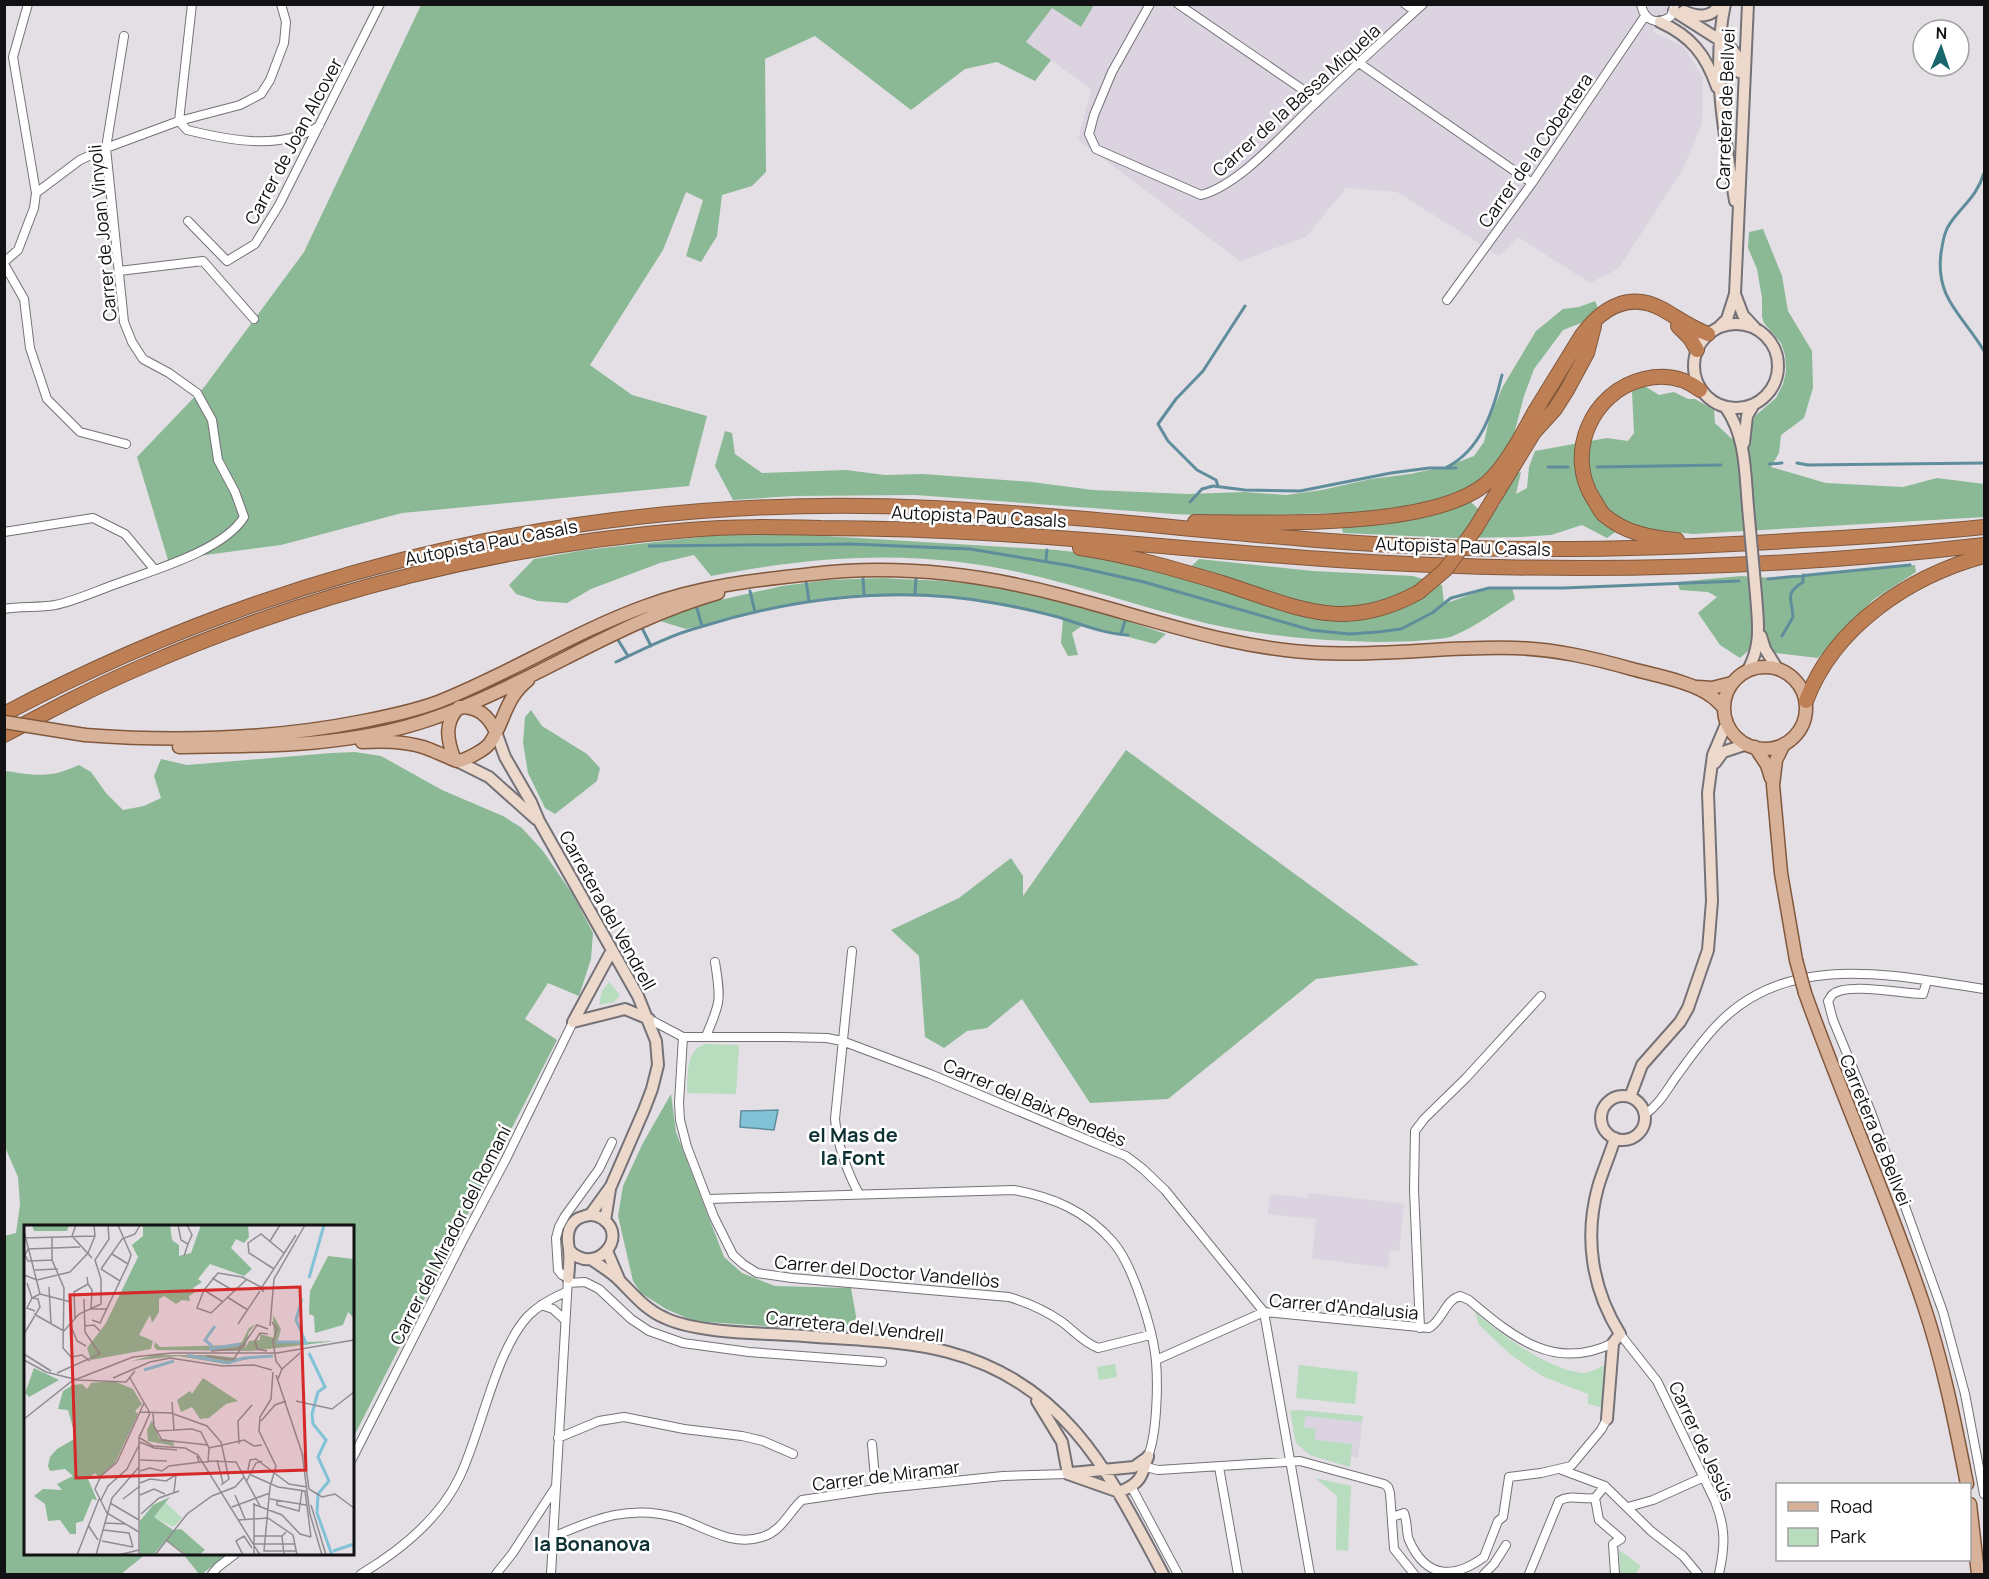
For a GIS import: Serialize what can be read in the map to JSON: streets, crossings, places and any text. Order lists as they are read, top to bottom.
{
  "streets": {
    "highway": ["Autopista Pau Casals"],
    "main road": ["Carretera de Bellvei"],
    "street": [
      "Carrer de la Bassa Miquela",
      "Carrer de Joan Alcover",
      "Carrer de la Cobertera",
      "Carrer de Joan Vinyoli",
      "Carretera del Vendrell",
      "Carrer del Baix Penedès",
      "Carrer del Mirador del Romaní",
      "Carrer del Doctor Vandellòs",
      "Carrer d'Andalusia",
      "Carrer de Jesús",
      "Carrer de Miramar"
    ]
  },
  "crossings": [
    ["Carrer del Baix Penedès", "Carrer del Doctor Vandellòs"],
    ["Carrer del Baix Penedès", "Carrer d'Andalusia"]
  ],
  "districts": ["el Mas de la Font", "la Bonanova"],
  "legend": ["Road", "Park"],
  "north": "top"
}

====================

Your goal: Without the pictures, print all of the records exactly.

Reply:
For a GIS import: Serialize what can be read in the map to JSON: streets, crossings, places and any text. Order lists as they are read, top to bottom.
{
  "streets": {
    "highway": ["Autopista Pau Casals"],
    "main road": ["Carretera de Bellvei"],
    "street": [
      "Carrer de la Bassa Miquela",
      "Carrer de Joan Alcover",
      "Carrer de la Cobertera",
      "Carrer de Joan Vinyoli",
      "Carretera del Vendrell",
      "Carrer del Baix Penedès",
      "Carrer del Mirador del Romaní",
      "Carrer del Doctor Vandellòs",
      "Carrer d'Andalusia",
      "Carrer de Jesús",
      "Carrer de Miramar"
    ]
  },
  "crossings": [
    ["Carrer del Baix Penedès", "Carrer del Doctor Vandellòs"],
    ["Carrer del Baix Penedès", "Carrer d'Andalusia"]
  ],
  "districts": ["el Mas de la Font", "la Bonanova"],
  "legend": ["Road", "Park"],
  "north": "top"
}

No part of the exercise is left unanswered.